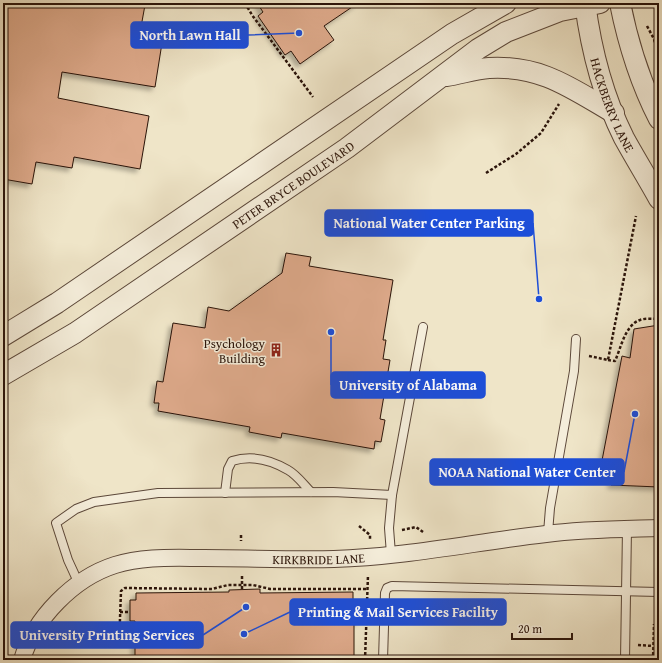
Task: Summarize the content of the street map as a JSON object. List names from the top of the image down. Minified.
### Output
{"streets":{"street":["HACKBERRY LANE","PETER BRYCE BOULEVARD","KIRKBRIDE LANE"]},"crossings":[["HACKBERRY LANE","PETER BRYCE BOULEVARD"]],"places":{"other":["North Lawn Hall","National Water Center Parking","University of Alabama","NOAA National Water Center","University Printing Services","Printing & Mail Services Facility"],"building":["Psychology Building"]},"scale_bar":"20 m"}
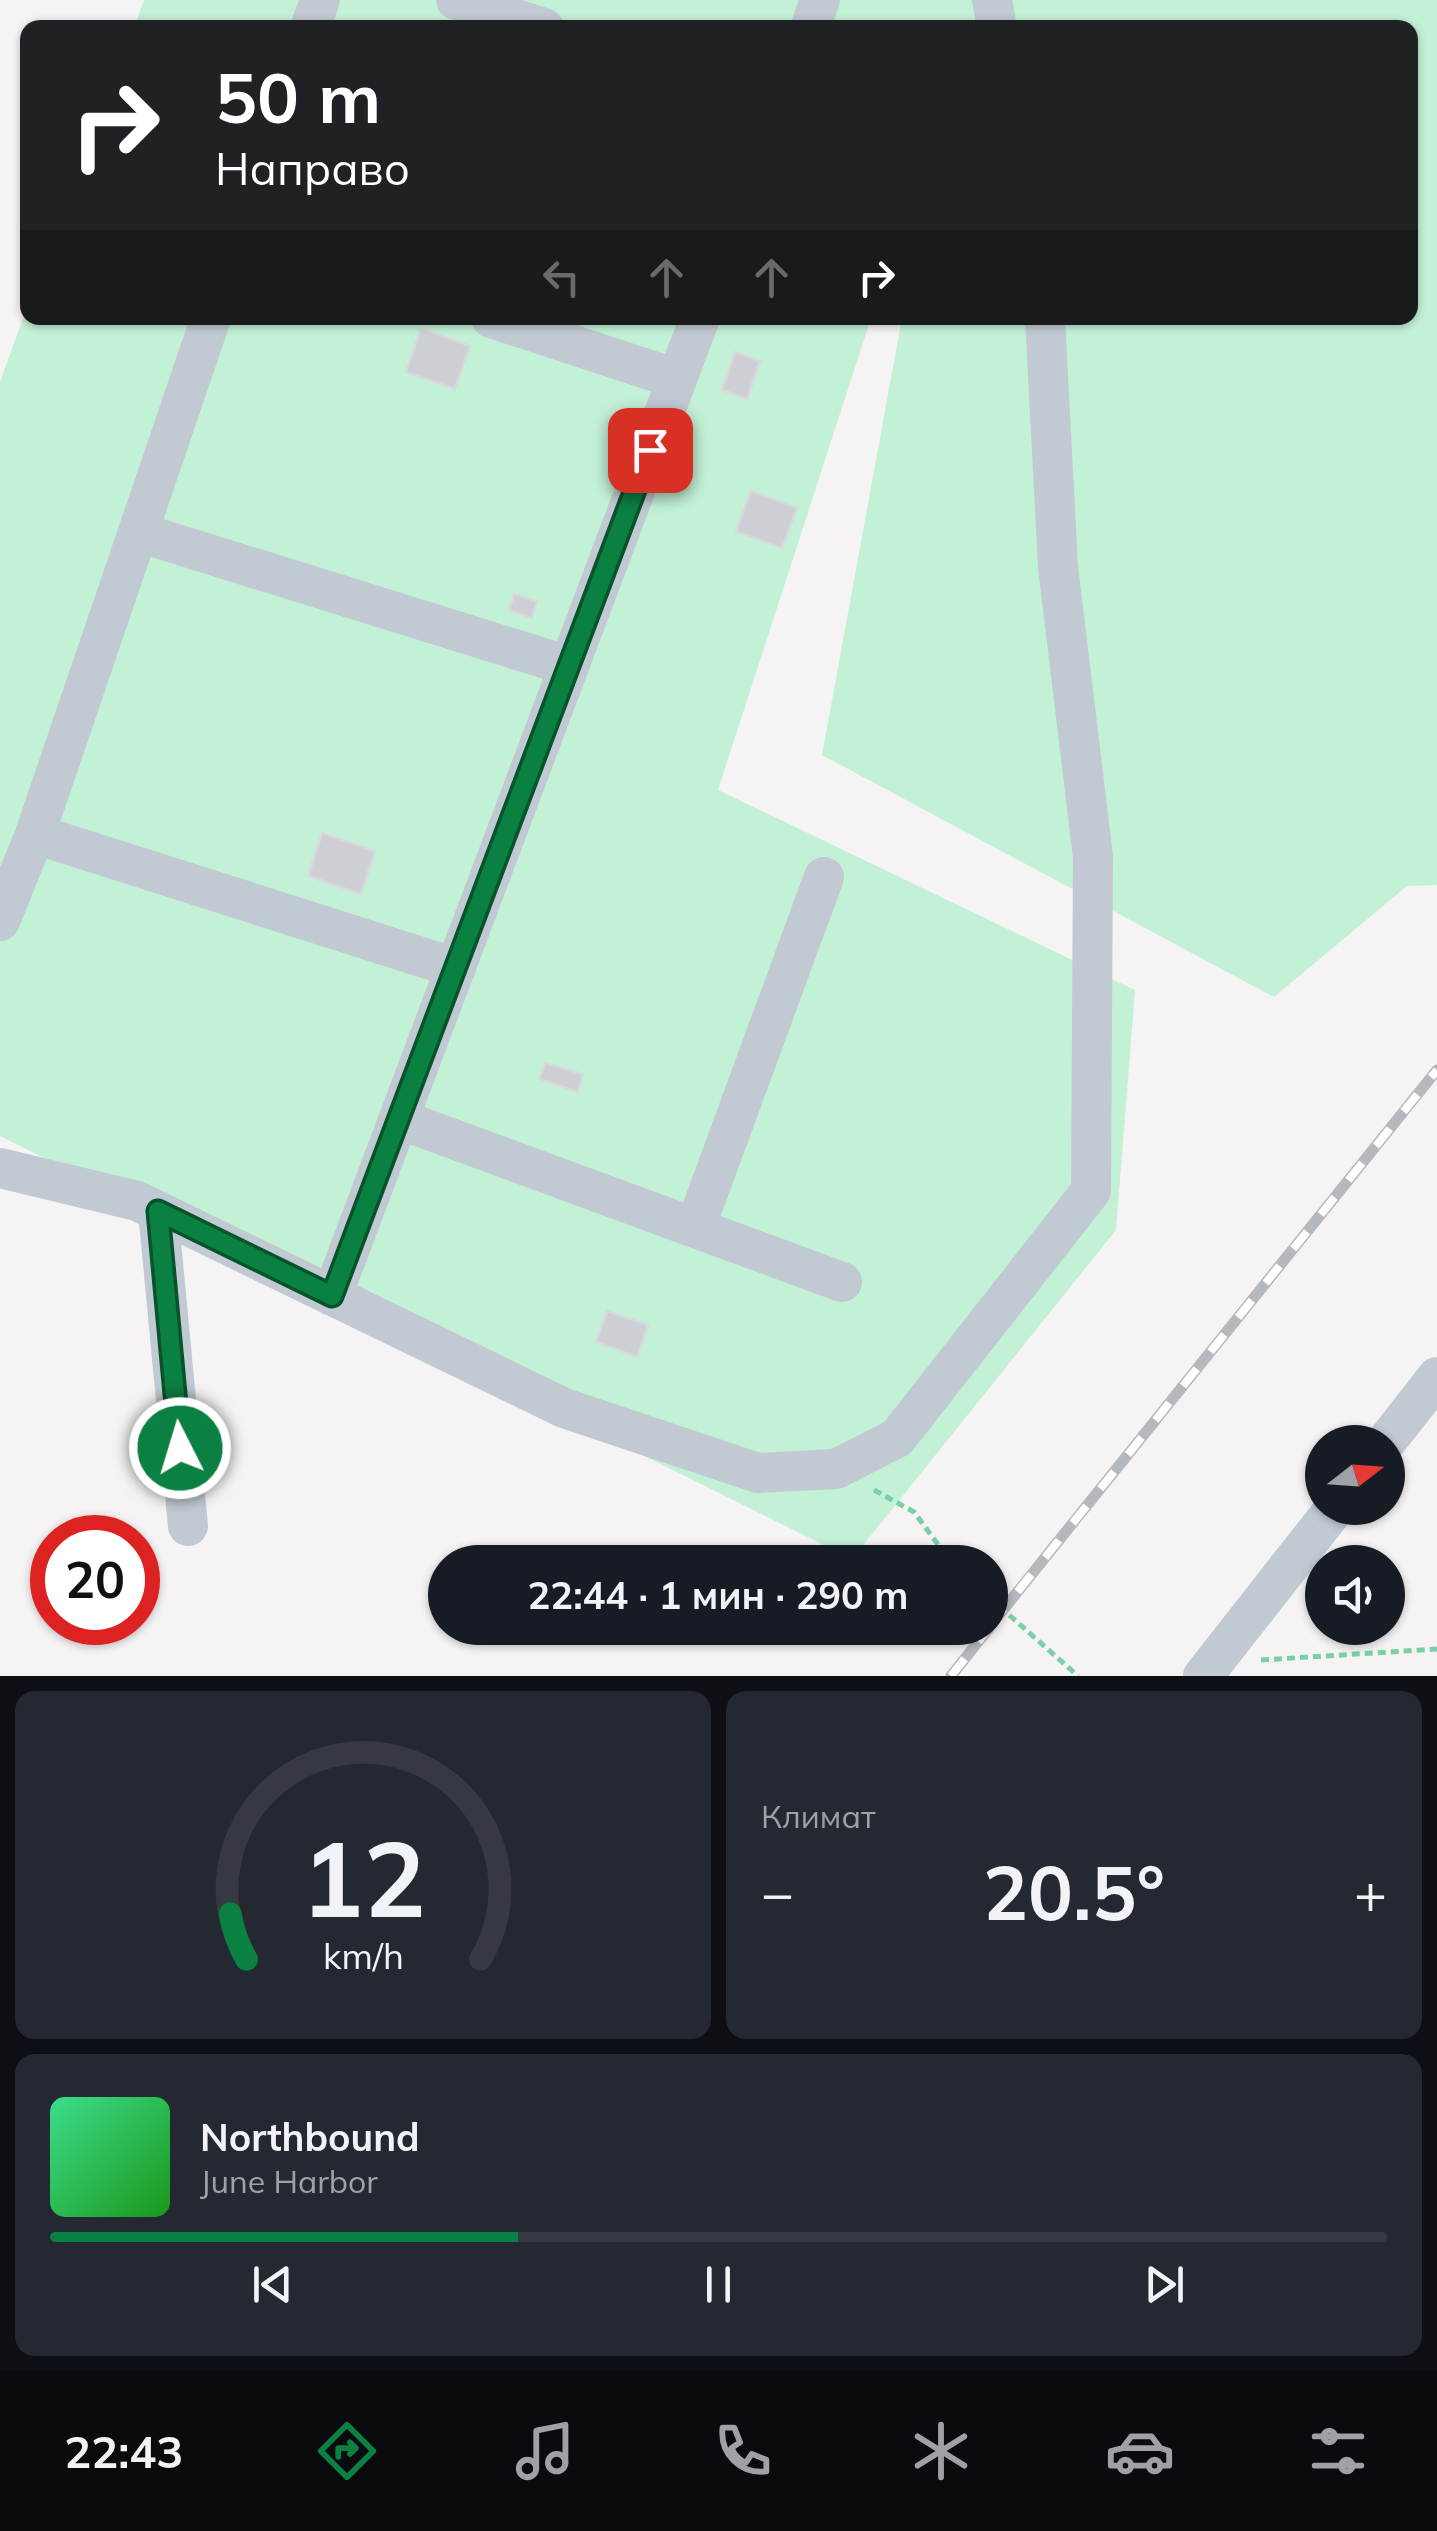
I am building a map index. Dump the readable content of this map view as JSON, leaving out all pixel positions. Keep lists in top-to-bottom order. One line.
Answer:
───
• [PROBLEM REQUIREMENTS] Only the text of the entries belongs in the answer, copied exactly; the pictures stay out.

• [EXPECTED OUTPUT]
Task: Summarize the content of the street map as a JSON object. List names from the top of the image down. Minified.
### Output
{"streets":{"street":["HACKBERRY LANE","PETER BRYCE BOULEVARD","KIRKBRIDE LANE"]},"crossings":[["HACKBERRY LANE","PETER BRYCE BOULEVARD"]],"places":{"other":["North Lawn Hall","National Water Center Parking","University of Alabama","NOAA National Water Center","University Printing Services","Printing & Mail Services Facility"],"building":["Psychology Building"]},"scale_bar":"20 m"}
I am building a map index. Dump the readable content of this map view as JSON, leaving out all pixel positions. Keep lists in top-to-bottom order. One line.
Answer:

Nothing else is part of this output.